> Exercise
Provide nothing except how many lines of the data contain the word "position".

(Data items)
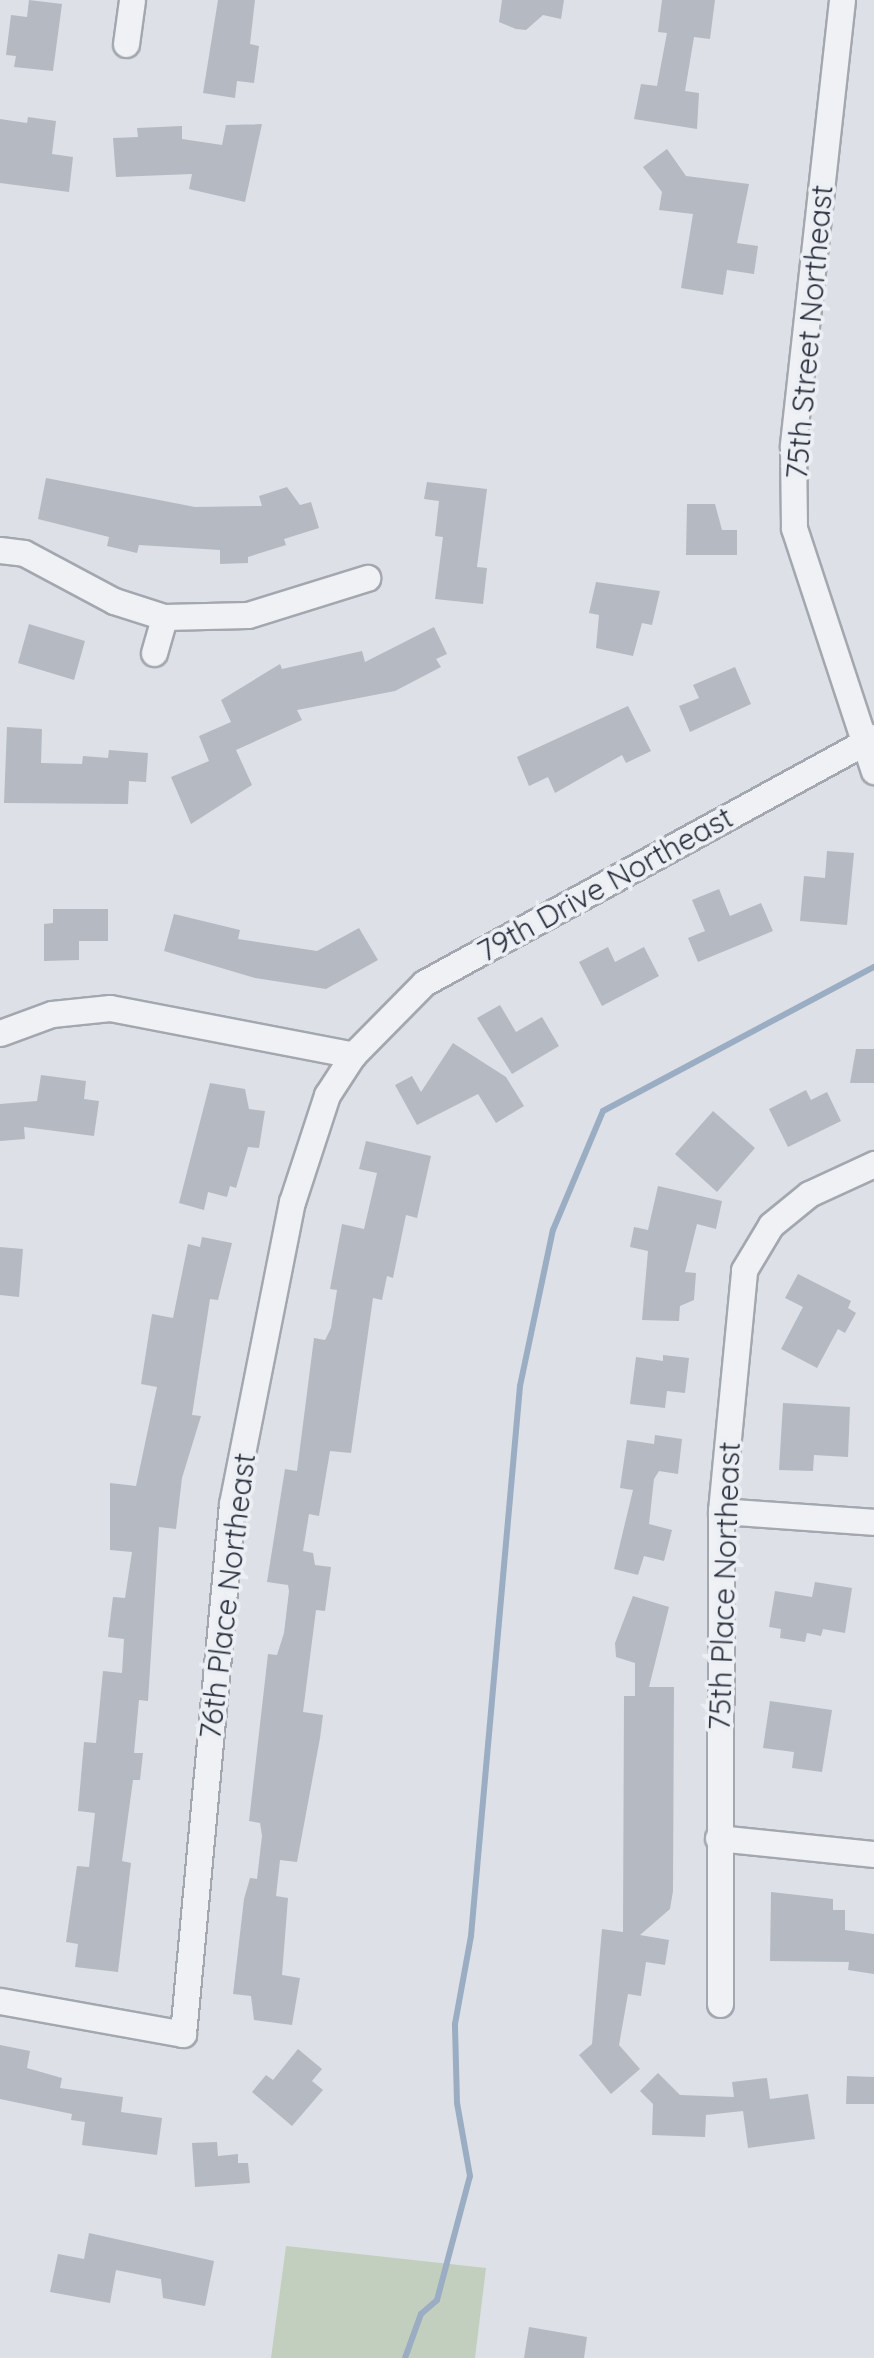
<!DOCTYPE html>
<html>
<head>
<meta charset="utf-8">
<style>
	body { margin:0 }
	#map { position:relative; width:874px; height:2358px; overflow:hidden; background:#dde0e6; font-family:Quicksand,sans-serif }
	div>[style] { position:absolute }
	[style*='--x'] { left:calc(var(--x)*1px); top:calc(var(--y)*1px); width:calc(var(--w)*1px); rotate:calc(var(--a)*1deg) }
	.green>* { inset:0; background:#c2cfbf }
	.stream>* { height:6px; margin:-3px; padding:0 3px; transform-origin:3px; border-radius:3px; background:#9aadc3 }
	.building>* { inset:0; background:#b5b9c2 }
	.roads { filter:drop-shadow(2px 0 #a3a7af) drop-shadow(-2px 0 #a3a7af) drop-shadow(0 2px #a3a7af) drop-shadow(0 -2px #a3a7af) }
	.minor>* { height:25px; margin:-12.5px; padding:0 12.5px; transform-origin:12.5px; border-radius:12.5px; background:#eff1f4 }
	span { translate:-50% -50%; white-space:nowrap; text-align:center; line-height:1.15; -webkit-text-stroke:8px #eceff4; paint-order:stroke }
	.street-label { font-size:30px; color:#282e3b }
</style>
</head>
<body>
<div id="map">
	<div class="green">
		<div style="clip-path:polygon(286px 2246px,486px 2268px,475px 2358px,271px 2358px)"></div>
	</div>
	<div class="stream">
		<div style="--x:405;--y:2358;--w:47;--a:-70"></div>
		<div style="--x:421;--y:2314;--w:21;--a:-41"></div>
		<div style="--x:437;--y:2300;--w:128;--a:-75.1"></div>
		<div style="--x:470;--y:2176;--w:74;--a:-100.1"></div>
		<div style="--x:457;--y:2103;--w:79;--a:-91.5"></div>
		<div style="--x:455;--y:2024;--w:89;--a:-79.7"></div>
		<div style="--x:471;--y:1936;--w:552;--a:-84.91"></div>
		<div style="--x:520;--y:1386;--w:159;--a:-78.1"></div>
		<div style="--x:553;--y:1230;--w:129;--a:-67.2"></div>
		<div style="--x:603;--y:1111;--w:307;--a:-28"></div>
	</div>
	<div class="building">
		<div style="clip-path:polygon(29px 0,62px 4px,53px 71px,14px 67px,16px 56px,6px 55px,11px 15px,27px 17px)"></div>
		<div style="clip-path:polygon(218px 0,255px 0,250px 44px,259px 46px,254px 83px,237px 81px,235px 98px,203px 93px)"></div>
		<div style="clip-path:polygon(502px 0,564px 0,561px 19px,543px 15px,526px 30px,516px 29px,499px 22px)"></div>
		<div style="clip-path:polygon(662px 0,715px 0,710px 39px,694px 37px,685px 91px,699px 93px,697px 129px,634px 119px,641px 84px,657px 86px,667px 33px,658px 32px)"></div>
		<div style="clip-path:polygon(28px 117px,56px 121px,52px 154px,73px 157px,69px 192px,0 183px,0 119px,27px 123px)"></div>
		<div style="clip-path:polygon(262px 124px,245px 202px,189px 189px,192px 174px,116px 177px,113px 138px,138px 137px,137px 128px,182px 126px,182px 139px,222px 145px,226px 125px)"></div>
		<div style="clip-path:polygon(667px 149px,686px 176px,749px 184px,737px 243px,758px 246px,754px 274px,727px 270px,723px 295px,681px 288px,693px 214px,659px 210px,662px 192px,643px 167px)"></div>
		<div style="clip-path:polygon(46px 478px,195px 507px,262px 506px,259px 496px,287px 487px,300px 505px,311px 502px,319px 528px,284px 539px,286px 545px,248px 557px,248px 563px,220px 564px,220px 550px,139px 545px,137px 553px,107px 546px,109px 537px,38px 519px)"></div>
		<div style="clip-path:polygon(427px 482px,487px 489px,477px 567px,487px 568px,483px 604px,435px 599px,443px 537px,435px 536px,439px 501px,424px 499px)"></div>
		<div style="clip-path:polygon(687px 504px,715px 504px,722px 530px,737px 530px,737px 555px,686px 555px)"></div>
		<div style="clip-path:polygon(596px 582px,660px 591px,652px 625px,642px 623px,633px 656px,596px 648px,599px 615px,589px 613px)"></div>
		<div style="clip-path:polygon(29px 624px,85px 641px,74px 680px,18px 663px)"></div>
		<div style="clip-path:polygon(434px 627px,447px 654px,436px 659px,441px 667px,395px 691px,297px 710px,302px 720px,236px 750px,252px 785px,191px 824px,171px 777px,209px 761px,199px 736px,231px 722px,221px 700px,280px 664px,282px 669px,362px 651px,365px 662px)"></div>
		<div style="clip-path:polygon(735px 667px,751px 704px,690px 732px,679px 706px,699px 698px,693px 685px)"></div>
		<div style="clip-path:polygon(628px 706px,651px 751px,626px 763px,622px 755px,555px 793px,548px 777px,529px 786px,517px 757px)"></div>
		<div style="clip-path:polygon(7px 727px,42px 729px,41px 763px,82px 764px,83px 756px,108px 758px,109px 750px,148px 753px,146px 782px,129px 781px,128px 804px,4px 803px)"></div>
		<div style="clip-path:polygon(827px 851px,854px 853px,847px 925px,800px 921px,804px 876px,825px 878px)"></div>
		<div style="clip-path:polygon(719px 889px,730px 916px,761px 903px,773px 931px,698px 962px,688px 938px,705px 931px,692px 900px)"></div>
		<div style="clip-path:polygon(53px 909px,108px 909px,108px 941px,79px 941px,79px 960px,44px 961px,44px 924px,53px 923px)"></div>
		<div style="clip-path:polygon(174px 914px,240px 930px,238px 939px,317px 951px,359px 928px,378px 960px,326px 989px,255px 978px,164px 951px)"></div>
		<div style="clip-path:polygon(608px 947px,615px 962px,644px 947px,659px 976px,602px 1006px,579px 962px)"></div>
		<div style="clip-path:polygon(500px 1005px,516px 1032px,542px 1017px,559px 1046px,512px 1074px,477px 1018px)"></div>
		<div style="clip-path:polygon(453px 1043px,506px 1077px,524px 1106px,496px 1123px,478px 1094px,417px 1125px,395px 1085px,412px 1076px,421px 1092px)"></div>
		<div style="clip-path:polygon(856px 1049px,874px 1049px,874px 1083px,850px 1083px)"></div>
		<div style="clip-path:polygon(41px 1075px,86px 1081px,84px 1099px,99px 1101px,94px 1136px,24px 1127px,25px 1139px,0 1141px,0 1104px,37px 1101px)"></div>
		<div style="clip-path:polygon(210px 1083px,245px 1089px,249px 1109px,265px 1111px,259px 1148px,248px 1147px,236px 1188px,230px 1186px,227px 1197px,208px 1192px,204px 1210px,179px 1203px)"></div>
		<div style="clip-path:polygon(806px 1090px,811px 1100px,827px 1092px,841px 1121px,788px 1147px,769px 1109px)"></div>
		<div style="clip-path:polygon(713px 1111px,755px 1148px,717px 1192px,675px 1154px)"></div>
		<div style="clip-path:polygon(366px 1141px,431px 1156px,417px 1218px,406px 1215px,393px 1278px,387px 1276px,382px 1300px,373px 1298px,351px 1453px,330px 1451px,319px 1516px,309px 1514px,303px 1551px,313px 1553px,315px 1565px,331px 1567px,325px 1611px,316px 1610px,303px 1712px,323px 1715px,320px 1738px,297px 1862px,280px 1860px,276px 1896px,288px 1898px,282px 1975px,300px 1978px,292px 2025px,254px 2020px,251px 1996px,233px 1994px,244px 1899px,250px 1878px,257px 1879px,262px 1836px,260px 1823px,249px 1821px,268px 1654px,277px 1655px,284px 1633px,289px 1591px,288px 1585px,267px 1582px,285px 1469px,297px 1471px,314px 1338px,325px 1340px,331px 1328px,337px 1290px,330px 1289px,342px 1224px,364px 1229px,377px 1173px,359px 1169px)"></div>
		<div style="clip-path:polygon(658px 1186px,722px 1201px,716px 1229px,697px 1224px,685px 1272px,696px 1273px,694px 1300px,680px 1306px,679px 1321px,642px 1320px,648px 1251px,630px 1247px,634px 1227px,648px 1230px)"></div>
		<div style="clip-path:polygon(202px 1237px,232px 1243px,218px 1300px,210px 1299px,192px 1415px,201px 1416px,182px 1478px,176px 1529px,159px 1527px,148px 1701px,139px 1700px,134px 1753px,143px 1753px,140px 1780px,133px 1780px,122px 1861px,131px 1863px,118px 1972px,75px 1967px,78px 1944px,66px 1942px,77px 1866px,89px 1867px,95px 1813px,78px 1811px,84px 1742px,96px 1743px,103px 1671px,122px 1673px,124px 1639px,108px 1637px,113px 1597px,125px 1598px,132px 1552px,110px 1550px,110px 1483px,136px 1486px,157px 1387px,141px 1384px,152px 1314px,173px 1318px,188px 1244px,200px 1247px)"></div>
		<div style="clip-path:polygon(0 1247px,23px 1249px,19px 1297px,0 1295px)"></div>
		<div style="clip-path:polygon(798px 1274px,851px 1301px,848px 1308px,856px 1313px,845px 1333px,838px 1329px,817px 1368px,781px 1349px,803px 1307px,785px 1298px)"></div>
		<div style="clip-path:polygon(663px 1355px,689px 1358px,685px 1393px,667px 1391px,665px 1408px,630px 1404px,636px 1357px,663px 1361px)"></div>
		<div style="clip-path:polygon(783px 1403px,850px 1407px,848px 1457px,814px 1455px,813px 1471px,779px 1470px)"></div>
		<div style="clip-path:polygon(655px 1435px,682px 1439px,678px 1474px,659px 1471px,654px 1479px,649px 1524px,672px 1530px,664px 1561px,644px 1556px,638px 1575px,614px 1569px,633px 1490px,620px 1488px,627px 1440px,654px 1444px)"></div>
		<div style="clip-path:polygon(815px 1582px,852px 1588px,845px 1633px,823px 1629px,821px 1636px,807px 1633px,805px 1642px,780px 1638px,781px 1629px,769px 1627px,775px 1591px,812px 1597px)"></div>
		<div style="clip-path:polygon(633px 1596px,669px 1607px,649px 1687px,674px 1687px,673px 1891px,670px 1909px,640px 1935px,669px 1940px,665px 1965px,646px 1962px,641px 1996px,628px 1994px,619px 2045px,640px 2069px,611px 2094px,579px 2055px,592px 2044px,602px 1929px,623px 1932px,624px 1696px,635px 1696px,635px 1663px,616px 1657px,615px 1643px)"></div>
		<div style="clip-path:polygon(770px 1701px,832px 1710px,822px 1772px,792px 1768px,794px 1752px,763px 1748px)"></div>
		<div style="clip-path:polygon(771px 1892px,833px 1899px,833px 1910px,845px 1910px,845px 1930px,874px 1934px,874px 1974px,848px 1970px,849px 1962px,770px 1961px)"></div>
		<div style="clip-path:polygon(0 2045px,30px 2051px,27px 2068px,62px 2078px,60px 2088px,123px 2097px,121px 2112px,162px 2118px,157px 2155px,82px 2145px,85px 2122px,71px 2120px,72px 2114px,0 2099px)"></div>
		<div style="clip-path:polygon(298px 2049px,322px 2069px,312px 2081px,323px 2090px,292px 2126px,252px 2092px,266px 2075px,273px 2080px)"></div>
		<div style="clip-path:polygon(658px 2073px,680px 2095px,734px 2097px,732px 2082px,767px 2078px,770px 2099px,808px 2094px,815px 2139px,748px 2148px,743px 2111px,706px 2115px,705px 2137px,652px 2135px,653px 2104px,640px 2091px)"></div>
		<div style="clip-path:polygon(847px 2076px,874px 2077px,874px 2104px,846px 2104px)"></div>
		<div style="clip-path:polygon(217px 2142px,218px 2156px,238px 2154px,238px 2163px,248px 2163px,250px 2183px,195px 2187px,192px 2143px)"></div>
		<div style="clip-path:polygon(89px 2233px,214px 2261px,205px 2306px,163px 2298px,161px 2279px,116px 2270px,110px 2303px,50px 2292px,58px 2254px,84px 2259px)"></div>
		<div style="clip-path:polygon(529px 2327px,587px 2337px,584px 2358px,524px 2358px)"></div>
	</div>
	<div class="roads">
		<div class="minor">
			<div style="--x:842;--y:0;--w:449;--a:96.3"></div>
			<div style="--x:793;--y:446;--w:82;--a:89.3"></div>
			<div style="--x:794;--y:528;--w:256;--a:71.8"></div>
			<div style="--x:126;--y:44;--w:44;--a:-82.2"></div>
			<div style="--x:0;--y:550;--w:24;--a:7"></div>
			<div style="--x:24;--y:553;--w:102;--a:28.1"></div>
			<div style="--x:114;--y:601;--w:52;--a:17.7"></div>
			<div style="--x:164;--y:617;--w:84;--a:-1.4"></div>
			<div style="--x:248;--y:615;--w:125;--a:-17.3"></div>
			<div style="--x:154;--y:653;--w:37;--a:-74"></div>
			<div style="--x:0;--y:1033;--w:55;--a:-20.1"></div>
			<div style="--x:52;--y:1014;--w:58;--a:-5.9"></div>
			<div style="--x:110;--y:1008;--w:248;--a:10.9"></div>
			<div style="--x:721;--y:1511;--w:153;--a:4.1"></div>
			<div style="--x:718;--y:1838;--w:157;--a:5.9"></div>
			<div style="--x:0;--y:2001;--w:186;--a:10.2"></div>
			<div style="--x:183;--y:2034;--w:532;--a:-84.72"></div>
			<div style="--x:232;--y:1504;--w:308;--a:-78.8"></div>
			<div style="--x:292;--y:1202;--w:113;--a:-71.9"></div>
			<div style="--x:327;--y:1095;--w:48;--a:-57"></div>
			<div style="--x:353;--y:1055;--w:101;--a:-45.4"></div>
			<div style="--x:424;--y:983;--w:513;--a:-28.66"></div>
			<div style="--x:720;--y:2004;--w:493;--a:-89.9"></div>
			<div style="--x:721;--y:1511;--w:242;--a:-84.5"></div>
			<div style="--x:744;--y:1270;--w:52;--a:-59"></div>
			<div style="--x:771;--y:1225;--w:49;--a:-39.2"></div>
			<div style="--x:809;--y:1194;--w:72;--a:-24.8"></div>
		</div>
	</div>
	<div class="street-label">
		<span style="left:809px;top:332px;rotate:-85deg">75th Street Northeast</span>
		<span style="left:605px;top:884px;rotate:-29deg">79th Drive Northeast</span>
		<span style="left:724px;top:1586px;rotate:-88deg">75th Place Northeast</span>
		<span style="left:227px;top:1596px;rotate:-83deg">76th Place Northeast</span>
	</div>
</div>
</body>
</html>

> Task response
2